## [Your goal]
Could you set down exactly the lines of the data below, starting at the one that holds "c.lineJoin = 'round';" and ending at the one that holds "M 1735,0 L 1735,3", both included, and only those?
Data records below:
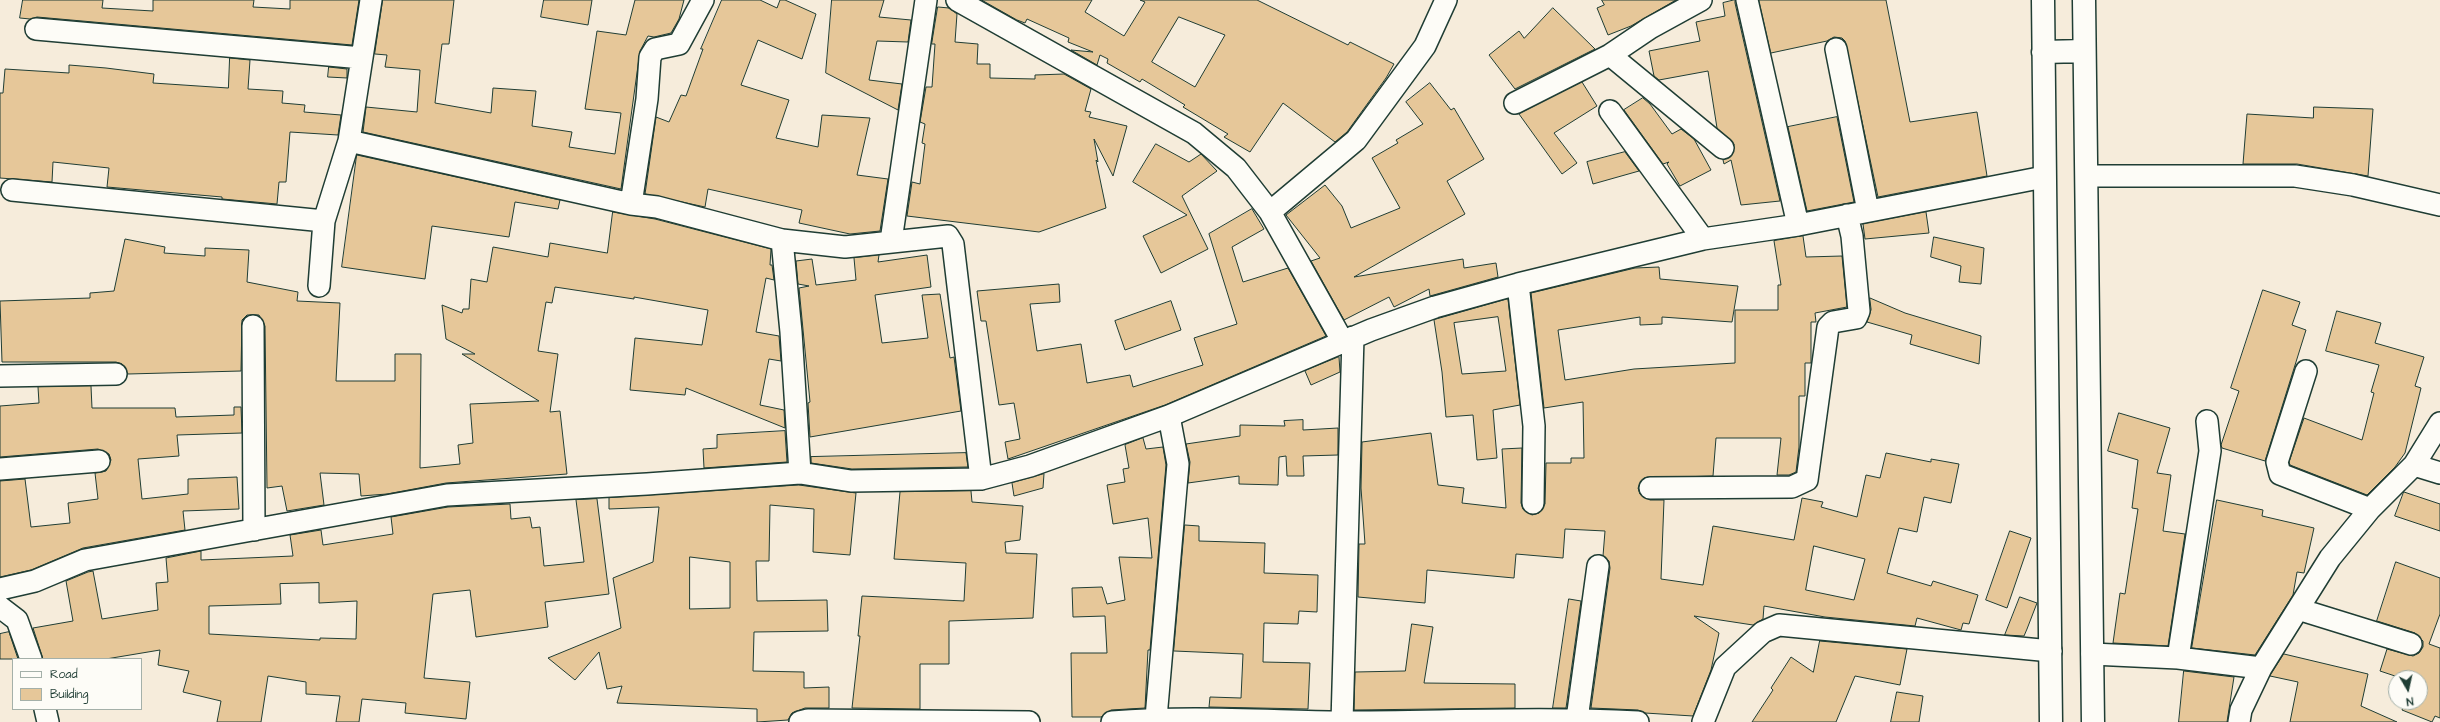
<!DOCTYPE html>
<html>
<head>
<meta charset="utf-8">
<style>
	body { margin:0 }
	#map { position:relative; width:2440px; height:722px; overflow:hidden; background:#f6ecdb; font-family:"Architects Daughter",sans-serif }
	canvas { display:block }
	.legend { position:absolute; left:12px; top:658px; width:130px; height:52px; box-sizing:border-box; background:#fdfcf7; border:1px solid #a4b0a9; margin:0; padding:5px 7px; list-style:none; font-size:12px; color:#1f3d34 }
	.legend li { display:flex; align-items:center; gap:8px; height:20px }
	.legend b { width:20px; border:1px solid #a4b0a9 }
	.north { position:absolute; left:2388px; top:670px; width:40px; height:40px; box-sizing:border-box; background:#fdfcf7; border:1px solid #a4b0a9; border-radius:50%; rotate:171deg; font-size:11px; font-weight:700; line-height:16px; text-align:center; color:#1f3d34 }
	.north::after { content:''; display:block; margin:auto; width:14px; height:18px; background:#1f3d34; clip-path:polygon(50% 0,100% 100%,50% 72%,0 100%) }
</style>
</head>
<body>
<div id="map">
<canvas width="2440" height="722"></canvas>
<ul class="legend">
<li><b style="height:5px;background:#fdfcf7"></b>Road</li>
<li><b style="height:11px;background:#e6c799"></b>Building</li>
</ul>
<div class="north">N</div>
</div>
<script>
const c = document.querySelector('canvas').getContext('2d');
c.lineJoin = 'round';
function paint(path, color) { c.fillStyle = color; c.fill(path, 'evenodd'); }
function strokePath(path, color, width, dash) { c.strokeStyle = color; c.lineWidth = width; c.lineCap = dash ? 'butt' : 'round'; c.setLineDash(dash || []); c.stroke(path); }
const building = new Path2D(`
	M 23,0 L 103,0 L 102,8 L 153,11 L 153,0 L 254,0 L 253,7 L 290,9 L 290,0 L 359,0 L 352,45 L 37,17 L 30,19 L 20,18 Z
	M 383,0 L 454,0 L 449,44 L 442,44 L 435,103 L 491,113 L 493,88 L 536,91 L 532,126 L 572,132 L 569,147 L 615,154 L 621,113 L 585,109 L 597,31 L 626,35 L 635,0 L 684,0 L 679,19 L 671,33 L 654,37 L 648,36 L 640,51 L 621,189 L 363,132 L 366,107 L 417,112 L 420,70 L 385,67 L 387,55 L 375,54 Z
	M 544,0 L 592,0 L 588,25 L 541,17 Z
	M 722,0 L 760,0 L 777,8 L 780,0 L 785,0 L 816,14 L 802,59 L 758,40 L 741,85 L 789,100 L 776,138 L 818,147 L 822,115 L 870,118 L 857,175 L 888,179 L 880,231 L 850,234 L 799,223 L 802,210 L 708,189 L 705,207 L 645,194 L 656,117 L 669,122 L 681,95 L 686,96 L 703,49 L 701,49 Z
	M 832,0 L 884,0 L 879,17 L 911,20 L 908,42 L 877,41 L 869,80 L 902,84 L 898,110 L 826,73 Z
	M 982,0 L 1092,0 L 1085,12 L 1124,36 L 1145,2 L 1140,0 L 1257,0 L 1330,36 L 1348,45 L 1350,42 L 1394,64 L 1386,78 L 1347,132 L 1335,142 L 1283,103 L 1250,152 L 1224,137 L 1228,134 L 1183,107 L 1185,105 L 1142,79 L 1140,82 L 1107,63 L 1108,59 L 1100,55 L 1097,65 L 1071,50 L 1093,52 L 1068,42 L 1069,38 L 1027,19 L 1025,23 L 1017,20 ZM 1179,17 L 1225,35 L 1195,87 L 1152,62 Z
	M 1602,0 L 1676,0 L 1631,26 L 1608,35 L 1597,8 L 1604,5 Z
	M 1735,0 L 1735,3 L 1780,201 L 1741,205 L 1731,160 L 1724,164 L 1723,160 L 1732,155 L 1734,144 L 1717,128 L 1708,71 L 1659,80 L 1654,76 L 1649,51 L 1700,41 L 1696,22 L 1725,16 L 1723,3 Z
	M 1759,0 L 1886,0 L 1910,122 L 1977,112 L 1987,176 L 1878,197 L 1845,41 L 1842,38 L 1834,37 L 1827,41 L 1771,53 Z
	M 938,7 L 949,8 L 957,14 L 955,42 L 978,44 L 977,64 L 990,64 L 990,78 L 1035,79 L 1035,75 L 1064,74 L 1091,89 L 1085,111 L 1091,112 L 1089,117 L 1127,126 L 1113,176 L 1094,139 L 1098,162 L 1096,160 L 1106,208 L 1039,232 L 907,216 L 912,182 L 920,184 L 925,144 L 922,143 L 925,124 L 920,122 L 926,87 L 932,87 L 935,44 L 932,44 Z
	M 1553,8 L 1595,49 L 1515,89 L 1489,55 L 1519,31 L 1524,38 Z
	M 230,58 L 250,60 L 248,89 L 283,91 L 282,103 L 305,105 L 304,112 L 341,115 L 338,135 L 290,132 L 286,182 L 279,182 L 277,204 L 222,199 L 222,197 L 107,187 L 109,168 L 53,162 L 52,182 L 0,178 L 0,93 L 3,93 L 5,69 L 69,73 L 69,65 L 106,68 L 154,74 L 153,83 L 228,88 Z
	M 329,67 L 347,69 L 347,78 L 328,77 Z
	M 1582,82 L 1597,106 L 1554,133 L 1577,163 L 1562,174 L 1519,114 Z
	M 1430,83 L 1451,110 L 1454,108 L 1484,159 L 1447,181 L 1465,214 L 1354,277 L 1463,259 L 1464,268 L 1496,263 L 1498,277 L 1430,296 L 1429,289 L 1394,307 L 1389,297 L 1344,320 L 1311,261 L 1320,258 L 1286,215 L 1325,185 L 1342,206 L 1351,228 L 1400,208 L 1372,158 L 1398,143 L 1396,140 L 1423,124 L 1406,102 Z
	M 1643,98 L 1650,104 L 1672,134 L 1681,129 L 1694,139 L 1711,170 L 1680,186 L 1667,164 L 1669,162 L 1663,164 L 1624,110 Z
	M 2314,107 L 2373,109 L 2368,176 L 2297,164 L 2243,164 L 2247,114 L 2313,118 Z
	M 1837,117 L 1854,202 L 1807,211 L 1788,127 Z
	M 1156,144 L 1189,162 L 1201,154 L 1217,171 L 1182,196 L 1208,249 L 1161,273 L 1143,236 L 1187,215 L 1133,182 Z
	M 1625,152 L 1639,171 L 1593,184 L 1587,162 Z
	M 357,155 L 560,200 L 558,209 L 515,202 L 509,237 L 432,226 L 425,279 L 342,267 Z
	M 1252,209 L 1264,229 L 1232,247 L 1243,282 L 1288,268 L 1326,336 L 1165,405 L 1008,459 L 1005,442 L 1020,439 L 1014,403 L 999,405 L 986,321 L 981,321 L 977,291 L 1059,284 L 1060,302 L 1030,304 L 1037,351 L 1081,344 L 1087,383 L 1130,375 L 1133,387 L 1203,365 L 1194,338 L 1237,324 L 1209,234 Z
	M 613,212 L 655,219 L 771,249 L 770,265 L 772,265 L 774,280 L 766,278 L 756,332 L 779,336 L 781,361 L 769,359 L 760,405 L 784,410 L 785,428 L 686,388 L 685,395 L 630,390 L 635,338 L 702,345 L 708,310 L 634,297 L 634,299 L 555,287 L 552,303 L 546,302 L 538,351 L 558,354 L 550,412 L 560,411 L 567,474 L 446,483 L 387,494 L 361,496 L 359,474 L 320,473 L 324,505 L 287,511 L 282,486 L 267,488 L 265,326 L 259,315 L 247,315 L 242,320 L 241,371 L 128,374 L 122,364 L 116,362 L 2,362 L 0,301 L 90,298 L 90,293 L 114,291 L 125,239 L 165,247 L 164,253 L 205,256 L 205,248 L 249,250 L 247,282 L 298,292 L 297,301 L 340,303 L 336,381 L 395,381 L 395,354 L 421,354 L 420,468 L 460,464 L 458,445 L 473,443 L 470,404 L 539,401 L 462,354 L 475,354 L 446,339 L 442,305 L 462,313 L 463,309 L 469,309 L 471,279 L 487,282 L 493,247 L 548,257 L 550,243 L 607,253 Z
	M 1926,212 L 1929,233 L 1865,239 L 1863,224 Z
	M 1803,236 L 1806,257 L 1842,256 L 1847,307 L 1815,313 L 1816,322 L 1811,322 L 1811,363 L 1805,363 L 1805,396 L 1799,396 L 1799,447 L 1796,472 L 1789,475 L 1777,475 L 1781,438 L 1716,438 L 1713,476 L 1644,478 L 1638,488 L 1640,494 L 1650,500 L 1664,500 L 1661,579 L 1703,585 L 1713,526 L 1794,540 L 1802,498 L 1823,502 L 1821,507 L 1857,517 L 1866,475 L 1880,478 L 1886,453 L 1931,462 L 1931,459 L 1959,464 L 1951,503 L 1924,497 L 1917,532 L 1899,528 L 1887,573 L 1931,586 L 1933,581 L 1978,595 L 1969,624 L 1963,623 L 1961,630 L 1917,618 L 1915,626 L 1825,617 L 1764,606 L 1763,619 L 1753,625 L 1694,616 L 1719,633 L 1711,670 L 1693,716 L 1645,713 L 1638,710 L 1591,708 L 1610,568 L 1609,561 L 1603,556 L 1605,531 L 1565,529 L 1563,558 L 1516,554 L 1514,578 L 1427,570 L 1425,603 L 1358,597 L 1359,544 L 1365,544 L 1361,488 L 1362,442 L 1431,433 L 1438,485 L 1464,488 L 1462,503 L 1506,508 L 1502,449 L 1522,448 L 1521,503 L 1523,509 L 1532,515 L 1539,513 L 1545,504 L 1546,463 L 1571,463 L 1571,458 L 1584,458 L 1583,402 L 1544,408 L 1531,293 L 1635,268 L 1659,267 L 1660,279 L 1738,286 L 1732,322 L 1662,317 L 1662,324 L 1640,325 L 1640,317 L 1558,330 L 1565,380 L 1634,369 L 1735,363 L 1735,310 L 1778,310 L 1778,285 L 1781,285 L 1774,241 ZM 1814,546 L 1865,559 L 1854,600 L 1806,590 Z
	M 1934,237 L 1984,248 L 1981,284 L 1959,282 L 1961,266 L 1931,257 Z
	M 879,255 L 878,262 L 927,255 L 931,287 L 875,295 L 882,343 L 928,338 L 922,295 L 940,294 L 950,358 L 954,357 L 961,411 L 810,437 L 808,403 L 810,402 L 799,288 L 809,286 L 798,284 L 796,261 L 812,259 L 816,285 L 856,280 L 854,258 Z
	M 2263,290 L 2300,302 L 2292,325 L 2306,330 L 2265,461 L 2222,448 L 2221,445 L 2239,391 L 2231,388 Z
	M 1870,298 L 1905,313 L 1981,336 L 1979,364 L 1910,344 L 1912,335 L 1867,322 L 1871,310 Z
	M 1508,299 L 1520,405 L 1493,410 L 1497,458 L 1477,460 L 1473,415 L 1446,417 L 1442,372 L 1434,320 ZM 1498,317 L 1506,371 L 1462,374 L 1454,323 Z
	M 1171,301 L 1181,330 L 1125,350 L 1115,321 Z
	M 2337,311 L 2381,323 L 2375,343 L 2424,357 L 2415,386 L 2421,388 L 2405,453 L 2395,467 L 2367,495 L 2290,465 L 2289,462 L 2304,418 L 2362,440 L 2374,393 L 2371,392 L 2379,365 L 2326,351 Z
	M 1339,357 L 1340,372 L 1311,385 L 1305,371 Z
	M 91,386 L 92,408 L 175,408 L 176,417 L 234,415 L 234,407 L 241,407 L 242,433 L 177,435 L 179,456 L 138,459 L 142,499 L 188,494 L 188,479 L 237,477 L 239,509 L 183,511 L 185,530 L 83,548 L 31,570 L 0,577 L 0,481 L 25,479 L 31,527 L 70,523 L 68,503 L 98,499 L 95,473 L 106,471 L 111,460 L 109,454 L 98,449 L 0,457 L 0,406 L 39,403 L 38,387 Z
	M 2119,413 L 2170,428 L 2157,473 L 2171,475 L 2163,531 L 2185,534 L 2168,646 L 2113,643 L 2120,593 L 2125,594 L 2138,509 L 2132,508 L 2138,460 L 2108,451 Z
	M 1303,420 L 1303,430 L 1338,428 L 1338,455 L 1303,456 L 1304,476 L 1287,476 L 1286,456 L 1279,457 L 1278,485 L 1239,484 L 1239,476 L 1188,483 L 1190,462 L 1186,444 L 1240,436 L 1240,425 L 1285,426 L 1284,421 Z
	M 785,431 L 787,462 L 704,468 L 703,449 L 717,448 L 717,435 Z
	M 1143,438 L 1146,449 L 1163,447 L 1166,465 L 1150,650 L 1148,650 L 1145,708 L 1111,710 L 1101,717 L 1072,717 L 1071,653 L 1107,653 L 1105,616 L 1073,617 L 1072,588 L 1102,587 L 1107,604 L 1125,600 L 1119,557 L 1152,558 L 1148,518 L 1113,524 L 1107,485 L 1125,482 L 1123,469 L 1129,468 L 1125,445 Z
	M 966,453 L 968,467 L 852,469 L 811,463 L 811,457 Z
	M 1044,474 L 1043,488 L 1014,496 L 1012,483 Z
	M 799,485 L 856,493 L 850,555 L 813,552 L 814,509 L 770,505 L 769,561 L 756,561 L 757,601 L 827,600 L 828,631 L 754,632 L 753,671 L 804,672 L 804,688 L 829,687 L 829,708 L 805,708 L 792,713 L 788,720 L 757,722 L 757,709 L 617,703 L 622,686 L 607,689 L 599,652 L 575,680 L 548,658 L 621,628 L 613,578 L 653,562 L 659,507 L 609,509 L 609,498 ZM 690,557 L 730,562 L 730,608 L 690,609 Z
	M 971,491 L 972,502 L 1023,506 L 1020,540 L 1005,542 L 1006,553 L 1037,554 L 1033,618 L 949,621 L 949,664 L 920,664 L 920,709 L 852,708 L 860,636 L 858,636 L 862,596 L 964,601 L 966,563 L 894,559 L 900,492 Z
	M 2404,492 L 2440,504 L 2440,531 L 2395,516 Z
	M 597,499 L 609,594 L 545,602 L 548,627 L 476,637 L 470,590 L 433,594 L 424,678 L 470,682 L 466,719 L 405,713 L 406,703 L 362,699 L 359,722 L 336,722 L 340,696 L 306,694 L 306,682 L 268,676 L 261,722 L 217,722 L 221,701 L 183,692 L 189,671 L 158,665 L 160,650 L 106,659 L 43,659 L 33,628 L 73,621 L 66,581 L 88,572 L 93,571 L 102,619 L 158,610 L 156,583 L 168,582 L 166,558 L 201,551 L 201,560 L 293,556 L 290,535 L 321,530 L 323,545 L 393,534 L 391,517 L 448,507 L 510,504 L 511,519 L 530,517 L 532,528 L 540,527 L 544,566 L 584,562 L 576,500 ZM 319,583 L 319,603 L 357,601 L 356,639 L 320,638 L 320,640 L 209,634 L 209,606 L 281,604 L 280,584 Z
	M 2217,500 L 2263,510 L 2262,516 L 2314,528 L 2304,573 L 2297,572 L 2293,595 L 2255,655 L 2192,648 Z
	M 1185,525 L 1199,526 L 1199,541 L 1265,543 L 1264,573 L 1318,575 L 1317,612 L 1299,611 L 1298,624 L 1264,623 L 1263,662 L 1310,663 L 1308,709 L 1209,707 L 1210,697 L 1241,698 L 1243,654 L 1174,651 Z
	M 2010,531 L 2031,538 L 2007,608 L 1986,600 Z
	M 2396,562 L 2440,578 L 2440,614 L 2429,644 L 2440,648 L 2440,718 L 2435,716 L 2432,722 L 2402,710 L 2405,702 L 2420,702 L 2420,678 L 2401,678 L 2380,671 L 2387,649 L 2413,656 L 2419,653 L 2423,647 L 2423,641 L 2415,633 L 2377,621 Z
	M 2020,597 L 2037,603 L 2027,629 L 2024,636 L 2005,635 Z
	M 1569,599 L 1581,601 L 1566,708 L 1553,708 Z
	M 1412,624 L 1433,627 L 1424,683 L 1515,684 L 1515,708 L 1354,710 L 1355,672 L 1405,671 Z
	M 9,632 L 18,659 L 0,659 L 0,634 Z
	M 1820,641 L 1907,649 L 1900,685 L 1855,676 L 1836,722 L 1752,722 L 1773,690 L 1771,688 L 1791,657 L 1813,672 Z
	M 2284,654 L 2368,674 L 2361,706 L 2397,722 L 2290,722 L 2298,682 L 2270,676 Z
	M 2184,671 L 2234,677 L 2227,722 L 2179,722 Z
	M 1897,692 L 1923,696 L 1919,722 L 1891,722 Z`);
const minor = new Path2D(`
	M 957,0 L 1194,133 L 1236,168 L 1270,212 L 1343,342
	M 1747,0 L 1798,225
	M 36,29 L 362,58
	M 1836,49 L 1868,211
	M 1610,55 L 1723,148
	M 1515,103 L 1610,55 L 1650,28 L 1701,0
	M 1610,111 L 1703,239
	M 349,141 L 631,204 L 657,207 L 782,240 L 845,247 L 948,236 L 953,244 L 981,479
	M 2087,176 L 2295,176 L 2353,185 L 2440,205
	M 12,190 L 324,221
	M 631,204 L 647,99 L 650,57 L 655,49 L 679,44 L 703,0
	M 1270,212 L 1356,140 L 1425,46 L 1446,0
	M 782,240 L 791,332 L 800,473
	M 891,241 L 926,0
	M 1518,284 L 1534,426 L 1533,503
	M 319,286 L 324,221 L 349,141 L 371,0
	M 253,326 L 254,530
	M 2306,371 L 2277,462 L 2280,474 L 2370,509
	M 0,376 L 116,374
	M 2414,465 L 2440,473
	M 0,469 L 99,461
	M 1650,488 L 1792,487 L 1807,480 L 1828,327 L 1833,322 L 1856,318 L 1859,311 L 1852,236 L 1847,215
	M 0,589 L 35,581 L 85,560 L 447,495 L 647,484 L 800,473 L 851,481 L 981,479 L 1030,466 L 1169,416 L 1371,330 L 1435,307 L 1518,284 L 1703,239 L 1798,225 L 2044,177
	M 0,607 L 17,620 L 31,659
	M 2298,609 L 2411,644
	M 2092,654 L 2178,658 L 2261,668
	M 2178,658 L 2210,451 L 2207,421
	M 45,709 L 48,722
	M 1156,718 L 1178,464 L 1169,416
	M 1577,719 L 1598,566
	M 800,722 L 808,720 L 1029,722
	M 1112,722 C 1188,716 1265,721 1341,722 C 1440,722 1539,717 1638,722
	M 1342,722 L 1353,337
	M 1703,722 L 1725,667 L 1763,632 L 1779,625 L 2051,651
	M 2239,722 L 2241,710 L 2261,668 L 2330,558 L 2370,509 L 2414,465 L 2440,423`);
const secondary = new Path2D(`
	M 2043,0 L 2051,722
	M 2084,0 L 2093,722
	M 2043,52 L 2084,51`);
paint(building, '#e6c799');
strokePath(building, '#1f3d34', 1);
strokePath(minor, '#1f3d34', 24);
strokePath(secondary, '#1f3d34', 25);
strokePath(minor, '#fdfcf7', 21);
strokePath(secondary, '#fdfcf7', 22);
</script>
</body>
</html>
End of Data records.
## [Completed task]
c.lineJoin = 'round';
function paint(path, color) { c.fillStyle = color; c.fill(path, 'evenodd'); }
function strokePath(path, color, width, dash) { c.strokeStyle = color; c.lineWidth = width; c.lineCap = dash ? 'butt' : 'round'; c.setLineDash(dash || []); c.stroke(path); }
const building = new Path2D(`
	M 23,0 L 103,0 L 102,8 L 153,11 L 153,0 L 254,0 L 253,7 L 290,9 L 290,0 L 359,0 L 352,45 L 37,17 L 30,19 L 20,18 Z
	M 383,0 L 454,0 L 449,44 L 442,44 L 435,103 L 491,113 L 493,88 L 536,91 L 532,126 L 572,132 L 569,147 L 615,154 L 621,113 L 585,109 L 597,31 L 626,35 L 635,0 L 684,0 L 679,19 L 671,33 L 654,37 L 648,36 L 640,51 L 621,189 L 363,132 L 366,107 L 417,112 L 420,70 L 385,67 L 387,55 L 375,54 Z
	M 544,0 L 592,0 L 588,25 L 541,17 Z
	M 722,0 L 760,0 L 777,8 L 780,0 L 785,0 L 816,14 L 802,59 L 758,40 L 741,85 L 789,100 L 776,138 L 818,147 L 822,115 L 870,118 L 857,175 L 888,179 L 880,231 L 850,234 L 799,223 L 802,210 L 708,189 L 705,207 L 645,194 L 656,117 L 669,122 L 681,95 L 686,96 L 703,49 L 701,49 Z
	M 832,0 L 884,0 L 879,17 L 911,20 L 908,42 L 877,41 L 869,80 L 902,84 L 898,110 L 826,73 Z
	M 982,0 L 1092,0 L 1085,12 L 1124,36 L 1145,2 L 1140,0 L 1257,0 L 1330,36 L 1348,45 L 1350,42 L 1394,64 L 1386,78 L 1347,132 L 1335,142 L 1283,103 L 1250,152 L 1224,137 L 1228,134 L 1183,107 L 1185,105 L 1142,79 L 1140,82 L 1107,63 L 1108,59 L 1100,55 L 1097,65 L 1071,50 L 1093,52 L 1068,42 L 1069,38 L 1027,19 L 1025,23 L 1017,20 ZM 1179,17 L 1225,35 L 1195,87 L 1152,62 Z
	M 1602,0 L 1676,0 L 1631,26 L 1608,35 L 1597,8 L 1604,5 Z
	M 1735,0 L 1735,3 L 1780,201 L 1741,205 L 1731,160 L 1724,164 L 1723,160 L 1732,155 L 1734,144 L 1717,128 L 1708,71 L 1659,80 L 1654,76 L 1649,51 L 1700,41 L 1696,22 L 1725,16 L 1723,3 Z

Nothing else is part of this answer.